Jill Heinerth: Well, I actually had a cubicle job—I created it for myself! I used to own a small advertising company in Toronto. It was really successful and I loved the creative part of my job, but I hated a few aspects of it: being inside, being forced to commute, and being tied to everybody else’s schedule. I really wanted some freedom from that.
I looked hard at my life, and at the time, scuba was just a hobby for me. I’d teach on evenings and weekends, and I looked forward to getting out of the office for that. I said to myself, why am I spending my days looking forward to this when I could fill my days with this?
I think a lot of us have that set-up in our lives—our daily grind and the side-hustle that makes us truly happy. How did you make your side-hustle your full-time focus?
JH: I sold the business and moved to the Cayman Islands for a couple of years to improve myself as an instructor and photographer. I knew I wanted to combine my diving and creative background, but there was no traditional job for that, so I had to create my own and be entrepreneurial—I had to find my own way to do my passion full-time. I began taking on my own diving clients, and pitching projects to companies like the Travel Channel and National Geographic.

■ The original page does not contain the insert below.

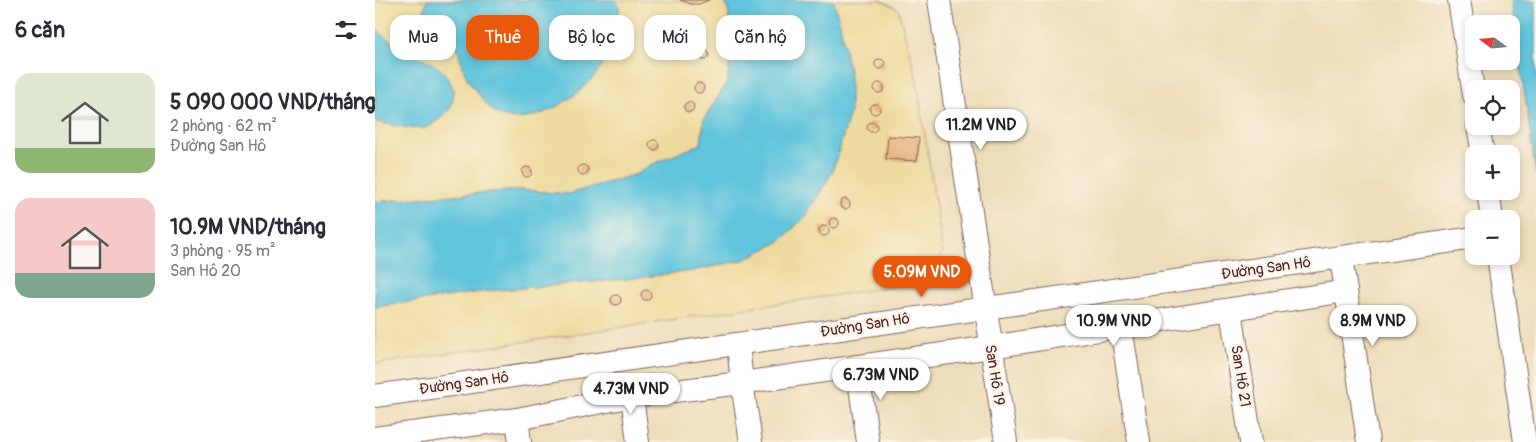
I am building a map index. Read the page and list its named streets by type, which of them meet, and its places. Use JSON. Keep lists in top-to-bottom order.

It took a couple of years to get the guts to divest myself from my life and my habits—they all seemed so important to me at the time. I was making great money, had a great life, and everyone’s opinion was that I was throwing that all away. But I realized I was way more interested in a lifestyle than money and stuff.
That must have been a giant leap—leaving a successful, traditional business you grew to create your own passion-driven journey. What encouraged you to make that leap?
JH: My family was kind of horrified, and my business partner was pretty horrified, too! To my business partner, I posed it as I could either take a leave of absence or I could sell the business—however you want to do this, we’ll do this, but I am going. Even though there weren’t a ton of people on my side, it was something I needed to do and to try, to be truly happy and fulfilled.
Does being an entrepreneur and essentially creating your own career track get stressful at times?
JH: Absolutely. Sometimes I don’t know where the next paycheck is coming from, but I’m confident that I have a lot of different skills to keep this hybrid job and keep me underwater. As an entrepreneur, you’re stressed when you’re too busy, and stressed when you’re not busy enough! The wisdom is finding the balance, and trusting that good stuff will follow your talent and ambition.
I don’t want to be foolish and ask what a typical day is like…
JH: Exactly—every day is different! I don’t feel like it’s work, necessarily; it’s stuff I love to do. I’m doing my own web and graphic design, I’m a writer and shooter for magazines, I film for other organizations. I write textbooks, I dive and teach—for example, today I was teaching a high-level technical diving student how to use an underwater support system. Basically, I looked at the underwater world and said, what can I do to stay in it?
You are clearly an uber-freelancer with a ton of drive and organization. How do you stay motivated?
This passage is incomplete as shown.